Dog trainers know that barking is a dog’s call to the leader of the pack to check out what it has detected and then make an executive decision on how to handle the situation. If we shout, “No, don’t bark,” or “Stop this,” it sounds to Rex as if we are barking as well, thus corroborating its alert. A more appropriate response would be to make sure that it is just a false alarm, such as a car pulling up next door, and then to reassure the pup with something like “Good job, but everything is OK,” while giving it a gentle pat. Since the dog asked the alpha, us, to provide instructions on how to handle the situation, it feels now at ease and can go back to his other two favorite things to do—eating and taking a nap. Similar to a dog, the protective aspects of our mind require boundaries and guidance to learn and change, which are the foundations of cognitive-behavioral therapy or other evidence-based approaches.

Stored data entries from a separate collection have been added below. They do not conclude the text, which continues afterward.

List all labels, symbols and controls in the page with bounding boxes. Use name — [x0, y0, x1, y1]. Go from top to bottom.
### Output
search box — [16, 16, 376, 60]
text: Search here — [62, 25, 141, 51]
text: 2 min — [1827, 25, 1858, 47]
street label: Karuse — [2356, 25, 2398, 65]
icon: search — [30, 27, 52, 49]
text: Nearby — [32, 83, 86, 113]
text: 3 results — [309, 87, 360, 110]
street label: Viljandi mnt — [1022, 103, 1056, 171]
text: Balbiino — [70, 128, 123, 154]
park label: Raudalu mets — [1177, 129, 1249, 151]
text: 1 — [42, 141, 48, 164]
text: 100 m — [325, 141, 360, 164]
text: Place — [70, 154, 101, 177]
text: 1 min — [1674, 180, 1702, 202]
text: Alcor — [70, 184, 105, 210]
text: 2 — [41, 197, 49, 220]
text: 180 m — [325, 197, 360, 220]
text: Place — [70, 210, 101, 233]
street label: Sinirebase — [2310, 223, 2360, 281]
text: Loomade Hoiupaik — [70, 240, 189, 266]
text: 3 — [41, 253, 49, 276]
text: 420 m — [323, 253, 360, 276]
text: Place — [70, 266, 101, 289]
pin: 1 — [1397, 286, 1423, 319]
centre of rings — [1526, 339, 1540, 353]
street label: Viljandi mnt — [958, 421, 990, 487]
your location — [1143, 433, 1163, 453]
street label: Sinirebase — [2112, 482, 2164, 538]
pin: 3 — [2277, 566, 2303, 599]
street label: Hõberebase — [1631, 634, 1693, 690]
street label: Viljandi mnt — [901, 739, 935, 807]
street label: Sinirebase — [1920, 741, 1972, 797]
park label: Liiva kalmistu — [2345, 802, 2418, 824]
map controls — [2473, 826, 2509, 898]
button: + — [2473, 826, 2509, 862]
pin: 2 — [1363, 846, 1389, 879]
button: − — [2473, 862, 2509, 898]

They both can become our best friends.

Maybe this is the most important aspect that our puppy and anxiety have in common. Like a guide dog, anxiety can keep us on track and make us aware of the potential daily pitfalls that can get us out of balance. Anxiety can alert us when we put too much pressure on ourselves, take other people’s actions or opinions personally, or are about to act against our better knowledge, values, or beliefs. And anxiety can make us aware that we may not have taken care of ourselves and have neglected our physical or emotional needs.

There are, of course, more similarities between our canine and anxiety, such as, “Both don’t get better if we ignore them,” “If we are afraid of them, they get afraid of us,” and “Both require consistency, commitment, and compassion.” Yet the point is that to make peace with anxiety, we need to avoid getting caught up in its emotional charge. Instead, we could perceive anxiety as an inner—albeit at times overzealous—protector.

So next time you feel anxious, instead of getting scared or upset, think about how you could be the leader who calmly assesses the thoughts or situations that triggered your anxiety and then responds with clarity, kindness, and reassurance—just like you would with Fido.